Finding Fraud Part Two

In the last blog post, we saw how we can use Neo4j to find the merchants where credit card fraud originated or was used for testing stolen data in order to prevent further fraudulent charges. It stemmed from a webinar on our amazing youtube channel with has hundreds of videos about graphs and Neo4j. We will continue diving in to the technical details by looking at how Neo4j can help you find Fraud Rings. The way this fraud works is that a large set of synthetic accounts are created and act like normal customers. Over time they request higher and higher levels of credit which they pay back on time. Then they all request the maximum credit they can get, take out the money, and disappear! Let’s find them before this happens.

We’ll start by having a bunch of customers. We will reuse John, Sheila and Karen from the last blog post:

 
CREATE (john:User {name:"John"})
CREATE (sheila:User {name:"Sheila"})
CREATE (karen:User {name:"Karen"})

Our graph looks like this so far:

But a few unconnected nodes are not much of a graph, let’s add a few more things. John has a credit card, a bank account and an unsecured loan.

 
CREATE (cc1:Card {number:"4012888888881881", balance: 493.23})
CREATE (ba1:Account {number:"85474584", balance:1322.30, type:"Checking"})
CREATE (us1:Loan {number:"63493639", balance:5000.00, rate: 5.8, type:"Unsecured Loan"})
CREATE (john)-[:HAS_ACCOUNT]->(cc1)
CREATE (john)-[:HAS_ACCOUNT]->(ba1)
CREATE (john)-[:HAS_ACCOUNT]->(us1)

Sheila has a bank account and a credit card, as well as a SSN tied to her account.

 
CREATE (ba2:Account {number:"25384738", balance:2983.99, type:"Checking"})
CREATE (cc2:Card {number:"5105105105105100", balance: 893.11})
CREATE (ssn2:Identification {number:"000-42-4329", type:"SSN"})
CREATE (sheila)-[:HAS_ACCOUNT]->(ba2)
CREATE (sheila)-[:HAS_ACCOUNT]->(cc2)
CREATE (sheila)-[:HAS_ID]->(ssn2)

Karen has a bank account, an unsecured loan and a phone number tied to her account:

 
CREATE (ba3:Account {number:"63493639", balance:3204.83, type:"Checking"})
CREATE (us2:Loan {number:"28372342", balance:5000.00, rate: 6.0, type:"Unsecured Loan"})
CREATE (phone2:Phone {number:"312-606-0842"})
CREATE (karen)-[:HAS_ACCOUNT]->(ba3)
CREATE (karen)-[:HAS_ACCOUNT]->(us2)
CREATE (karen)-[:HAS_PHONE]->(phone2)

Our graph now looks like this, and so far so good. Nothing to worry about here.

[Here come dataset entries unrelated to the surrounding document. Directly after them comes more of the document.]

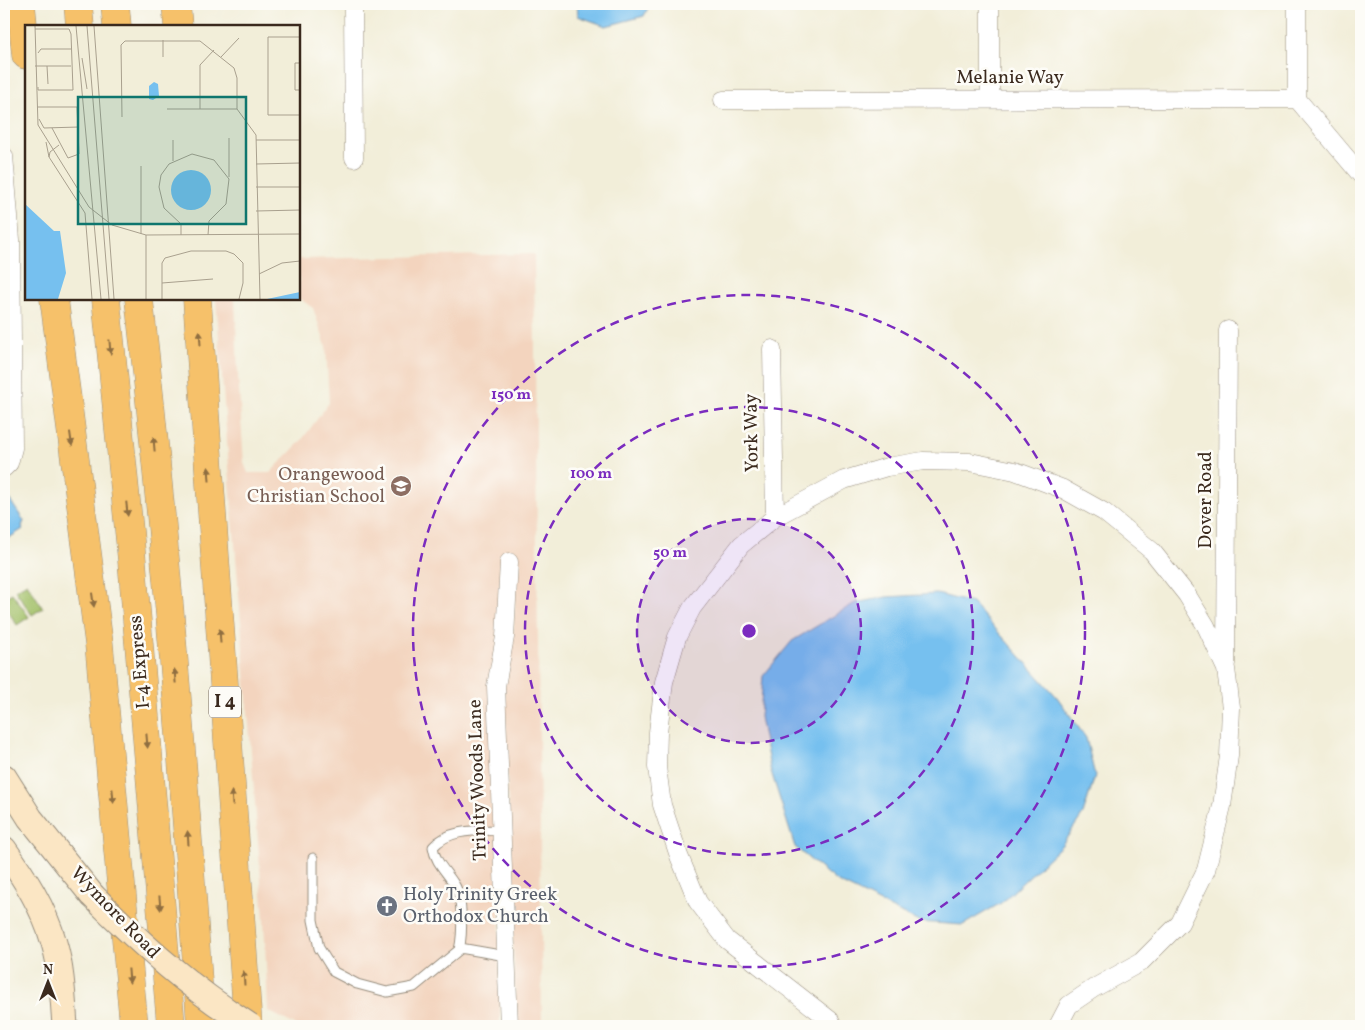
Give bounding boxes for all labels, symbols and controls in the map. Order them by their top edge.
inset map [25,25,300,300]
street label: Melanie Way [956,65,1064,91]
one-way arrow [195,329,203,345]
one-way arrow [107,340,115,356]
text: 150 m [491,385,531,406]
street label: York Way [738,393,766,473]
one-way arrow [67,431,75,447]
one-way arrow [150,436,158,452]
street label: Dover Road [1193,451,1219,549]
place label: Orangewood Christian School [247,462,385,510]
text: 100 m [570,464,613,485]
one-way arrow [205,466,213,482]
school or university icon: Orangewood Christian School [389,474,413,498]
one-way arrow [123,501,131,517]
text: 50 m [653,543,687,564]
one-way arrow [89,592,97,608]
street label: I-4 Express [123,614,157,710]
centre of rings [740,622,758,640]
one-way arrow [216,628,224,644]
one-way arrow [170,668,178,684]
road number: I 4 [209,686,241,718]
street label: Trinity Woods Lane [462,699,494,861]
one-way arrow [143,733,151,749]
one-way arrow [109,789,117,805]
one-way arrow [227,790,235,806]
one-way arrow [183,830,191,846]
street label: Wymore Road [64,861,166,965]
place label: Holy Trinity Greek Orthodox Church [403,882,557,930]
church icon: Holy Trinity Greek Orthodox Church [375,894,399,918]
one-way arrow [157,895,165,911]
north arrow [22,958,72,1008]
text: N [43,961,53,980]
one-way arrow [126,968,134,984]
one-way arrow [240,969,248,985]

Let’s add a few more things we know about our 3 customers. John and Sheila are sharing a phone number, ok could be a couple or maybe room-mates, or maybe the number used to belong to John and now it belongs to Sheila, so far things look ok:

 
CREATE (phone1:Phone {number:"312-876-5309"})
CREATE (john)-[:HAS_PHONE]->(phone1)
CREATE (sheila)-[:HAS_PHONE]->(phone1)

John and Karen are sharing an identification number, hum… how did that happen?

 
CREATE (ssn1:Identification {number:"000-91-7434", type:"SSN"})
CREATE (john)-[:HAS_ID]->(ssn1)
CREATE (karen)-[:HAS_ID]->(ssn1)

…and it turns out all 3 of these users happen to have the same address. That makes the shared telephone number make sense, but not the shared identification number.

 
CREATE (ad:Address {line1:"175 N. Harbor Drive", city:"Chicago", state:"IL", zip:"60601"})
CREATE (john)-[:HAS_ADDRESS]->(ad)
CREATE (karen)-[:HAS_ADDRESS]->(ad)
CREATE (sheila)-[:HAS_ADDRESS]->(ad)

We know these accounts are connected because we’re looking at a picture of it, but how can we tell Neo4j they are connected? In the world of Graph Theory what we are looking for is “Connected Components” which are subgraphs of nodes connected together.

To accomplish this task we can make use of the Neo4j Graph Algorithms Plugin, specifically the “Union Find” algorithm.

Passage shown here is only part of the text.